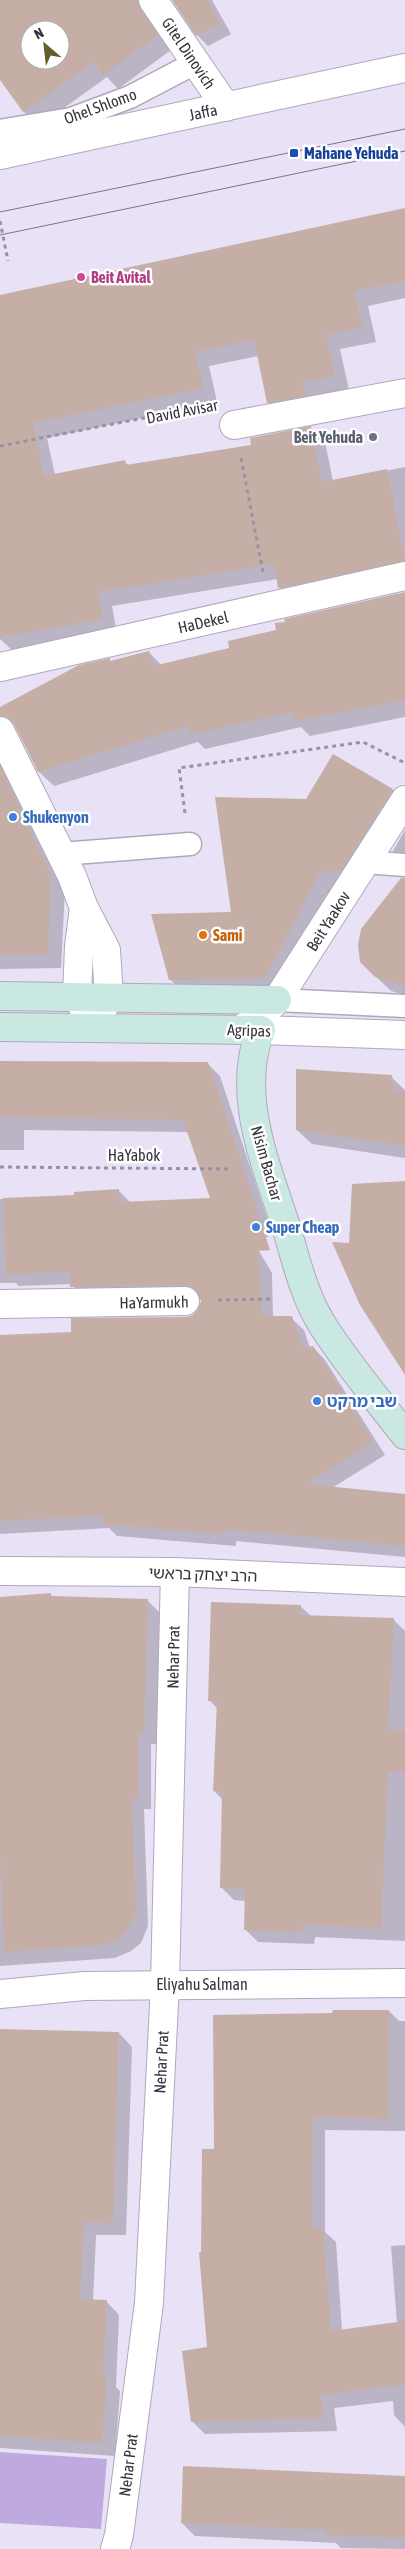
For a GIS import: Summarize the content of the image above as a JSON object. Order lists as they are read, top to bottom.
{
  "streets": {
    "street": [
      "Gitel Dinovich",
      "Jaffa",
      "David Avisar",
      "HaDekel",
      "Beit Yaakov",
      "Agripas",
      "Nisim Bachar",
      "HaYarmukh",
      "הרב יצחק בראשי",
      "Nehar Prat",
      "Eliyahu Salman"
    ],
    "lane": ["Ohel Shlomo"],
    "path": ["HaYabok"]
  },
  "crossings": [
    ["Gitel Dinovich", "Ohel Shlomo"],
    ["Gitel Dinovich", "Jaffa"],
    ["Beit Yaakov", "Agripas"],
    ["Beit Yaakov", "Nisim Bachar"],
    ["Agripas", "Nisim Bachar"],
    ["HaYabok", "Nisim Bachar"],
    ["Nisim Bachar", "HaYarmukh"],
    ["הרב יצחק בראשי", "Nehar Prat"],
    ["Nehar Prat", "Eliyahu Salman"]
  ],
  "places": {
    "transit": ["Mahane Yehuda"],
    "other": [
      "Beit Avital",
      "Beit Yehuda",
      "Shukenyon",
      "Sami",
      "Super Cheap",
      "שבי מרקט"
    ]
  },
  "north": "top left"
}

────────────────────

Pictures stay out. Everything else in the listing gets printed exactly.

For a GIS import: Summarize the content of the image above as a JSON object. Order lists as they are read, top to bottom.
{
  "streets": {
    "street": [
      "Gitel Dinovich",
      "Jaffa",
      "David Avisar",
      "HaDekel",
      "Beit Yaakov",
      "Agripas",
      "Nisim Bachar",
      "HaYarmukh",
      "הרב יצחק בראשי",
      "Nehar Prat",
      "Eliyahu Salman"
    ],
    "lane": ["Ohel Shlomo"],
    "path": ["HaYabok"]
  },
  "crossings": [
    ["Gitel Dinovich", "Ohel Shlomo"],
    ["Gitel Dinovich", "Jaffa"],
    ["Beit Yaakov", "Agripas"],
    ["Beit Yaakov", "Nisim Bachar"],
    ["Agripas", "Nisim Bachar"],
    ["HaYabok", "Nisim Bachar"],
    ["Nisim Bachar", "HaYarmukh"],
    ["הרב יצחק בראשי", "Nehar Prat"],
    ["Nehar Prat", "Eliyahu Salman"]
  ],
  "places": {
    "transit": ["Mahane Yehuda"],
    "other": [
      "Beit Avital",
      "Beit Yehuda",
      "Shukenyon",
      "Sami",
      "Super Cheap",
      "שבי מרקט"
    ]
  },
  "north": "top left"
}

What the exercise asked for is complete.